Sunday, July 28, 2019

A Cloud, But it Was Good!

Yesterday's astronomy forecast via email, courtesy of the fine folks at ClearDarkSky:

"Favorable observing conditions at Lynchburg College Observatory
Based on your  subscription.

Opportunities to observe at: (Clouds/Trans/Seeing)
07-28 @ Hour 04 for 2 hours (0%/Above Ave./Excellent)"

I'm about a dozen miles from Lynchburg College, but my location is within the granularity of the forecast.

Good to excellent seeing?  On a weekend?  I'll take it!

It turns out that the forecast was fairly correct.  Good seeing all night long.

No clouds.  Good seeing.  Dark sky.  Milky Way was visible.  A few early Perseids streaked across the sky.  Moonrise was around 2am.  I finished shortly before then.

A Good Cloud

The regular readers of this blog have probably picked up on that I'm not fond of clouds.  Sure, it can be cloudy all day and I'd be fine with that.  On weekend nights?  Shoo, clouds.

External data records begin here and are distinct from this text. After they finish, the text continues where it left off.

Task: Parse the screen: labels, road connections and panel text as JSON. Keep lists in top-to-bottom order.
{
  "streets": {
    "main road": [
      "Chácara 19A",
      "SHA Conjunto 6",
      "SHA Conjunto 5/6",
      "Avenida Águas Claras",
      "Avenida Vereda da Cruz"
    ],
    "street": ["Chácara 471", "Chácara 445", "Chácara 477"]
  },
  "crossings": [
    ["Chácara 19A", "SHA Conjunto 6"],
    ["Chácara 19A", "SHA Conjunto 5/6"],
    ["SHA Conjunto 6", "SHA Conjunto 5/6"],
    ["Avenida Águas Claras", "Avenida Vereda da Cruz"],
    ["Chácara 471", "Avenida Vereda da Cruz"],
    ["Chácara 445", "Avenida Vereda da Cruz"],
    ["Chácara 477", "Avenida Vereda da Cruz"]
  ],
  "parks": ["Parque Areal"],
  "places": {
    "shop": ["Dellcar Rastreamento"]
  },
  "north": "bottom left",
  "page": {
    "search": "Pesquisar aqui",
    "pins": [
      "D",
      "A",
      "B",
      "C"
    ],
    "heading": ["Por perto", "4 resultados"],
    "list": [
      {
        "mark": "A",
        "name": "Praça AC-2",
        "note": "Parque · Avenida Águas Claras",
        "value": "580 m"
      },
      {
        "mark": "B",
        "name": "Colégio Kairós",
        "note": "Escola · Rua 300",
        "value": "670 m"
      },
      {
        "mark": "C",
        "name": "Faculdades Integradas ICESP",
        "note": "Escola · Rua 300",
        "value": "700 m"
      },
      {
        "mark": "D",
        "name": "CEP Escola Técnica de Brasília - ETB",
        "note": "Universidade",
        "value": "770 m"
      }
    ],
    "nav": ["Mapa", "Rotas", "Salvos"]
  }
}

There is a cloud, however, that I developed much fondness for last night as I explored Sagittarius with the telescope.  Sagittarius?  It is approaching Sagittarius season!

I was exploring Sagittarius with the help of SkySafari and my handy DIY telescope joystick controller, and I stumbled across the Sagittarius Star Cloud, also known as Messier 24.

Gorgeous, isn't it? (Click on this image and others to make them larger...)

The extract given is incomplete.